Terraced two-bay two-storey two-pile former house over raised basement, built c. 1880 as one of terrace of nine, having full-height return to rear (north) elevation. M-profile pitched slate roof, hipped to west end of rear pile, having clay ridge tiles, red brick chimneystacks with clay pots to east and west ends and to return, profiled cast-iron gutter supported on bracketed yellow brick eaves course, and cast-iron downpipe to east end with decorative brackets. Red brick walling to upper floors, laid in Flemish bond, over granite plinth course and snecked limestone walls to basement; rendered to rear. Square-headed window openings with granite sills, having replacement aluminium windows to upper floors, and red brick block-and-start quoins and replacement uPVC windows to basement. Round-headed principal doorway, having carved timber doorcase comprising panelled pilasters having scrolled brackets, supporting timber frieze and plain fanlight, and having timber panelled door; square-headed doorway to basement with red brick block-and-start quoins. Flight of ten nosed granite steps and granite platform shared with house to west, with wrought-iron handrail to east having cast-iron uprights and with mild steel handrail to west. Garden to front, bounded by decorative cast-iron railings on cut masonry plinth, with decorative cast-iron pedestrian gate having ornate piers.


This well-built house is part of a terrace of nine late nineteenth-century houses with similar parapet heights and fenestration patterns.
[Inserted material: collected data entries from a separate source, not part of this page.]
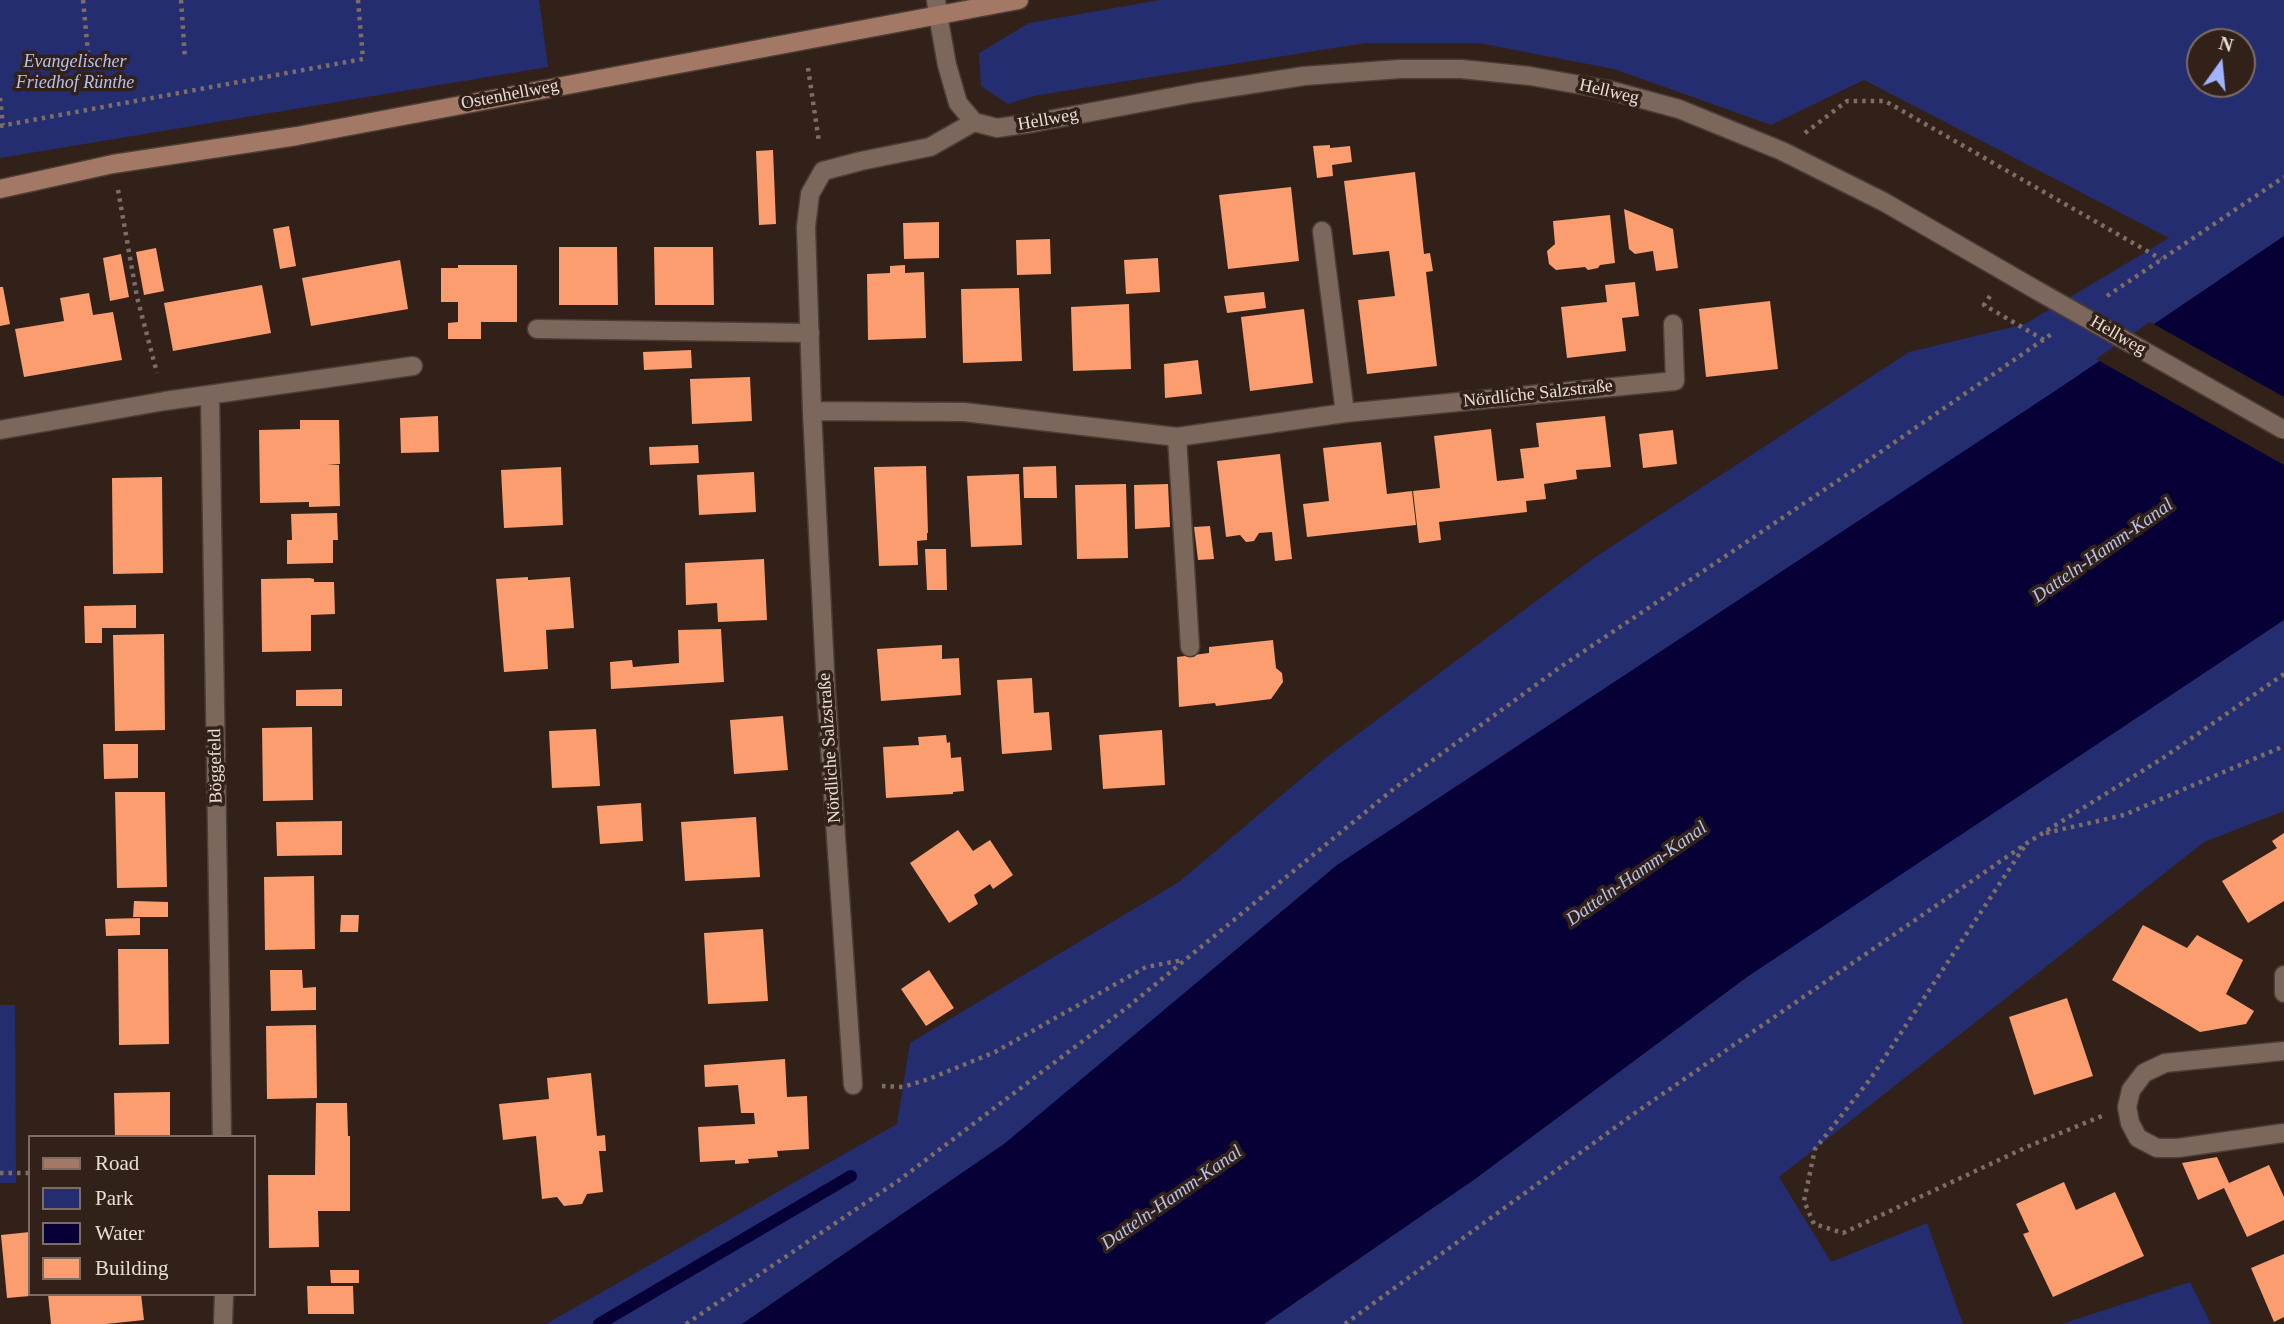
<!DOCTYPE html>
<meta charset="utf-8">
<style>
body{margin:0}
#map{position:relative;width:2284px;height:1324px;overflow:hidden;background:#322118;font-family:Georgia,serif}
canvas{display:block}
.legend{position:absolute;left:28px;top:1135px;width:228px;height:161px;box-sizing:border-box;background:#322118;border:2px solid #7c6c64;margin:0;padding:9px 12px;list-style:none;font-size:21px;color:#eaddd7}
.legend li{display:flex;align-items:center;gap:14px;height:35px}
.legend b{width:35px;border:2px solid #7c6c64}
.north{position:absolute;left:2186px;top:28px;width:70px;height:70px;box-sizing:border-box;background:#322118;border:2px solid #7c6c64;border-radius:50%;rotate:15deg;font-size:19px;font-weight:700;line-height:28px;text-align:center;color:#eaddd7}
.north::after{content:'';display:block;margin:auto;width:24px;height:32px;background:#a1b3fd;clip-path:polygon(50% 0,100% 100%,50% 72%,0 100%)}
</style>
<div id="map">
<canvas width="2284" height="1324"></canvas>
<ul class="legend">
<li><b style="height:9px;background:#a37965"></b>Road</li>
<li><b style="height:19px;background:#252d71"></b>Park</li>
<li><b style="height:19px;background:#060037"></b>Water</li>
<li><b style="height:19px;background:#fb9d6e"></b>Building</li>
</ul>
<div class="north">N</div>
</div>
<script>
const ctx = document.querySelector('canvas').getContext('2d');
ctx.lineJoin = 'round';
function paint(path, color) { ctx.fillStyle = color; ctx.fill(path, 'evenodd'); }
const toPath = rows => new Path2D(rows.map(r => 'M' + r).join(''));
function strokePath(path, color, width, dash) { ctx.strokeStyle = color; ctx.lineWidth = width; ctx.lineCap = dash ? 'butt' : 'round'; ctx.setLineDash(dash || []); ctx.stroke(path); }
function write(font, color, halo, rows, align = 'center') {
  ctx.font = font + ' Georgia,serif'; ctx.lineWidth = 7; ctx.setLineDash([]); ctx.textBaseline = 'middle'; ctx.strokeStyle = halo; ctx.fillStyle = color; for (const [text, x, y, turn = 0] of rows) {
    ctx.save(); ctx.translate(x, y); ctx.rotate((+turn || 0) * Math.PI / 180); ctx.textAlign = isNaN(turn) ? turn : align; if (halo) ctx.strokeText(text, 0, 0); ctx.fillText(text, 0, 0); ctx.restore();
  }
}
paint(toPath([
 [0,0,539,0,548,67,0,158],
 [1160,0,2284,0,2284,236,2067,383,1004,1144,742,1324,546,1324,897,1124,910,1043,1179,882,1327,757,1594,558,1909,352,2025,324,2169,238,1864,80,1771,125,1614,69,1478,43,1365,43,1033,96,1008,104,981,86,979,53,1029,23],
 [2200,42,2242,42,2242,84,2200,84],
 [2284,615,2284,811,2204,842,1779,1177,1831,1262,1927,1223,1963,1324,1264,1324,1475,1179,1747,977],
 [0,1005,15,1005,16,1183,0,1183],
 [2190,1282,2211,1324,2062,1324]
]), '#252d71');
paint(toPath([
 [2284,236,2284,620,1747,977,1475,1179,1264,1324,742,1324,1004,1144,1337,865,2067,383]
]), '#060037');
paint(toPath([
 [2150,322,2284,397,2284,465,2096,359]
]), '#322118');
strokePath(toPath([
 [599,1324,851,1176]
]), '#060037', 12);
paint(toPath([
 [1330,145,1330,148,1350,146,1352,162,1332,165,1333,176,1317,178,1313,146],
 [773,150,776,224,759,225,756,151],
 [1415,172,1424,254,1430,253,1433,271,1426,272,1437,366,1367,374,1358,300,1395,296,1389,251,1353,255,1344,181],
 [1291,187,1299,261,1228,269,1219,195],
 [1624,209,1673,229,1678,268,1656,271,1653,251,1635,254,1629,249],
 [1610,215,1615,263,1600,265,1598,268,1588,270,1585,267,1556,270,1549,264,1547,251,1555,244,1553,221],
 [939,222,939,258,904,259,903,223],
 [289,226,296,266,280,269,273,229],
 [1050,239,1051,274,1017,275,1016,240],
 [559,247,617,247,618,305,559,305],
 [654,247,713,247,714,305,655,305],
 [156,248,164,291,144,295,136,252],
 [121,254,129,297,110,301,103,258],
 [1158,258,1160,292,1126,294,1124,260],
 [400,260,408,309,311,326,302,278],
 [458,265,517,265,517,322,481,322,481,339,448,339,448,323,458,322,458,302,441,302,441,268,458,268],
 [905,265,905,273,924,272,926,338,868,340,867,274,890,273,890,266],
 [1635,282,1639,316,1622,318,1626,351,1567,358,1561,307,1607,302,1605,285],
 [262,285,271,333,173,351,164,303],
 [0,287,3,287,10,324,0,326],
 [1019,288,1022,361,963,363,961,289],
 [1264,292,1266,308,1227,313,1224,296],
 [89,293,93,315,113,312,122,360,24,377,15,329,64,321,60,298],
 [1770,301,1778,369,1706,377,1699,309],
 [1129,304,1131,369,1073,371,1071,307],
 [1304,309,1313,383,1250,391,1241,317],
 [691,350,692,368,644,370,643,352],
 [1198,360,1202,394,1165,398,1164,364],
 [750,377,752,421,692,424,690,379],
 [438,416,439,452,401,453,400,418],
 [1605,416,1611,467,1576,470,1577,479,1544,484,1546,499,1526,501,1527,512,1439,522,1441,540,1419,543,1413,491,1440,488,1434,436,1491,429,1497,481,1524,478,1520,449,1539,447,1536,423],
 [300,420,339,420,340,464,327,464,339,465,340,506,309,507,309,502,260,503,259,430,300,429],
 [1673,430,1677,464,1643,468,1639,434],
 [1381,442,1387,494,1412,491,1416,525,1307,537,1303,504,1329,501,1323,448],
 [698,445,699,463,650,465,649,447],
 [1280,454,1292,559,1275,561,1272,532,1259,533,1254,541,1246,542,1240,535,1226,537,1217,461],
 [926,466,928,533,927,533,927,540,917,541,918,565,879,566,874,467],
 [1056,466,1057,498,1024,498,1023,467],
 [561,467,563,525,504,528,501,470],
 [754,472,756,512,699,515,697,475],
 [1019,474,1022,545,971,547,967,476],
 [162,477,163,573,113,574,112,478],
 [1126,484,1128,558,1077,559,1075,485],
 [1168,484,1170,527,1135,529,1134,485],
 [337,513,338,540,333,540,333,563,287,564,287,540,292,540,291,514],
 [1210,526,1214,559,1198,560,1194,527],
 [925,549,946,549,947,590,927,590],
 [764,559,767,620,718,622,717,603,686,605,685,563],
 [528,577,528,580,570,577,574,628,546,630,548,669,504,672,496,579],
 [310,578,314,579,314,582,334,582,335,614,311,615,311,651,262,652,261,579],
 [136,605,136,628,102,628,102,643,85,643,84,606],
 [721,629,724,682,611,689,610,662,632,660,633,667,679,663,678,630],
 [164,634,165,730,115,731,113,635],
 [1273,640,1276,668,1282,673,1283,682,1271,699,1216,706,1215,703,1179,707,1177,657,1209,653,1209,647],
 [942,645,942,659,959,658,961,695,881,701,877,649],
 [1032,678,1034,713,1049,712,1052,750,1002,754,997,680],
 [342,689,342,706,296,706,296,690],
 [783,716,788,770,734,774,730,720],
 [312,727,313,800,263,801,262,728],
 [596,729,600,786,552,788,549,731],
 [1162,730,1165,785,1103,789,1099,735],
 [946,735,947,743,950,742,951,758,961,757,964,791,953,792,953,794,886,798,883,747,919,745,918,737],
 [103,744,138,744,138,778,104,779],
 [115,792,165,792,167,887,117,888],
 [641,803,643,841,600,844,597,806],
 [756,817,760,877,685,881,681,822],
 [342,821,342,855,277,856,276,822],
 [958,830,973,851,990,840,1013,875,993,889,990,884,974,895,978,904,949,923,910,863],
 [2284,833,2284,901,2248,923,2222,881,2277,848,2272,841],
 [314,876,315,949,265,950,264,877],
 [134,901,168,902,168,917,133,917],
 [341,915,359,915,358,932,340,932],
 [140,918,140,935,106,936,105,919],
 [2143,925,2187,948,2197,935,2243,960,2226,994,2254,1011,2246,1024,2200,1032,2112,980],
 [763,929,768,1001,708,1004,704,933],
 [118,949,168,949,169,1044,119,1045],
 [270,970,302,970,303,988,316,987,316,1010,271,1011],
 [929,970,954,1008,926,1026,901,989],
 [2067,998,2093,1076,2034,1095,2009,1017],
 [316,1025,317,1098,267,1099,266,1026],
 [785,1059,787,1097,807,1096,809,1149,777,1151,778,1157,748,1159,749,1163,735,1164,735,1160,700,1162,698,1127,755,1124,754,1113,741,1113,738,1085,705,1087,704,1065],
 [591,1073,597,1136,605,1135,606,1151,599,1151,603,1192,587,1194,582,1204,564,1206,557,1197,542,1199,536,1136,503,1140,499,1104,549,1099,547,1078],
 [170,1092,170,1137,115,1137,114,1093],
 [316,1103,347,1103,348,1136,350,1136,350,1211,318,1211,319,1247,269,1248,268,1175,315,1175],
 [2217,1157,2229,1183,2269,1165,2284,1197,2284,1220,2247,1237,2224,1188,2198,1200,2182,1163],
 [2064,1182,2076,1210,2115,1192,2144,1256,2053,1297,2023,1234,2029,1232,2016,1204],
 [30,1232,30,1296,7,1298,1,1235],
 [2284,1254,2284,1317,2274,1322,2251,1268],
 [330,1270,359,1270,359,1283,331,1283],
 [307,1286,353,1286,354,1314,308,1314],
 [48,1294,141,1294,144,1320,106,1324,51,1324]
]), '#fb9d6e');
const lane = toPath([
 [936,0,938,15],
 [1322,231,1345,413],
 [537,329,810,333],
 [1177,437,1190,647]
]);
const street = toPath([
 [938,15,947,65,958,103,974,122,997,128,1032,123,1194,93,1304,76,1400,69,1461,69,1530,76,1609,90,1679,109,1782,151,1884,202,2038,291],
 [210,396,222,1137],
 [812,411,964,412,1177,437,1345,413,1675,381,1673,324],
 [0,430,165,401,413,366],
 [2284,975,2284,993],
 [2284,1051,2165,1063,2144,1073,2131,1090,2127,1107,2130,1123,2138,1138,2157,1148,2178,1148,2284,1133],
 [853,1085,826,691,812,411,806,227,810,194,823,171,861,161,930,147,974,122],
 [223,1324,224,1294]
]);
const secondary = toPath([
 [0,189,113,164,297,136,1019,0]
]);
strokePath(lane, '#4c3d37', 21);
strokePath(street, '#4c3d37', 21);
strokePath(secondary, '#4c3d37', 21);
strokePath(toPath([
 [83,0,88,52],
 [181,0,185,59],
 [808,68,819,142],
 [0,98,3,125],
 [0,126,363,59,358,0],
 [1805,133,1847,101,1885,101,2161,259],
 [118,190,137,297,157,373],
 [1990,296,1984,305,2044,340],
 [2107,296,2284,177],
 [2046,833,2124,815,2284,746],
 [2024,847,1871,1078,1815,1149,1804,1201,1814,1224,1843,1233,2029,1146,2102,1116],
 [882,1086,903,1087,929,1079,995,1052,1146,967,1183,960],
 [0,1173,30,1173],
 [686,1324,898,1181,1129,1006,1396,787,1559,668,1882,451,2053,333],
 [1345,1324,1635,1113,2027,843,2163,758,2284,674]
]), '#7c6d65', 4.5, [3.5, 5]);
strokePath(lane, '#7c675d', 18);
strokePath(street, '#7c675d', 18);
strokePath(secondary, '#a37965', 18);
const streetBridge = toPath([
 [2038,291,2284,430]
]);
strokePath(streetBridge, '#4c3d37', 21, []);
strokePath(streetBridge, '#7c675d', 18);
write('italic 18px', '#b5c1ed', '#322118', [
 ["Evangelischer",75,62],
 ["Friedhof Rünthe",75,83]
]);
write('18px', '#eaddd7', '#322118', [
 ["Hellweg",1609,92,13],
 ["Ostenhellweg",510,95,-11],
 ["Hellweg",1048,120,-10],
 ["Hellweg",2118,336,30],
 ["Nördliche Salzstraße",1538,394,-6],
 ["Nördliche Salzstraße",830,748,-94],
 ["Böggefeld",216,766,-91]
]);
write('italic 19px', '#b6c1ed', '#322118', [
 ["Datteln-Hamm-Kanal",2103,551,-35],
 ["Datteln-Hamm-Kanal",1637,874,-35],
 ["Datteln-Hamm-Kanal",1172,1198,-35]
]);
</script>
The combination of snecked Calp limestone and red brick adds visual and textural interest to the facade. The corbelled brick detailing to the eaves places the house in a late nineteenth-century context. The retention of the decorative cast-iron downpipe is noteworthy. The North Circular Road was laid out in the 1780s to create a convenient approach to the city. It developed slowly over the following century, with little development west of Phibsborough until the 1870s. The terrace was named Charleville Terrace after Charleville House in Wicklow, home of Charles Monck, who was the landowner responsible for development along this stretch of the road.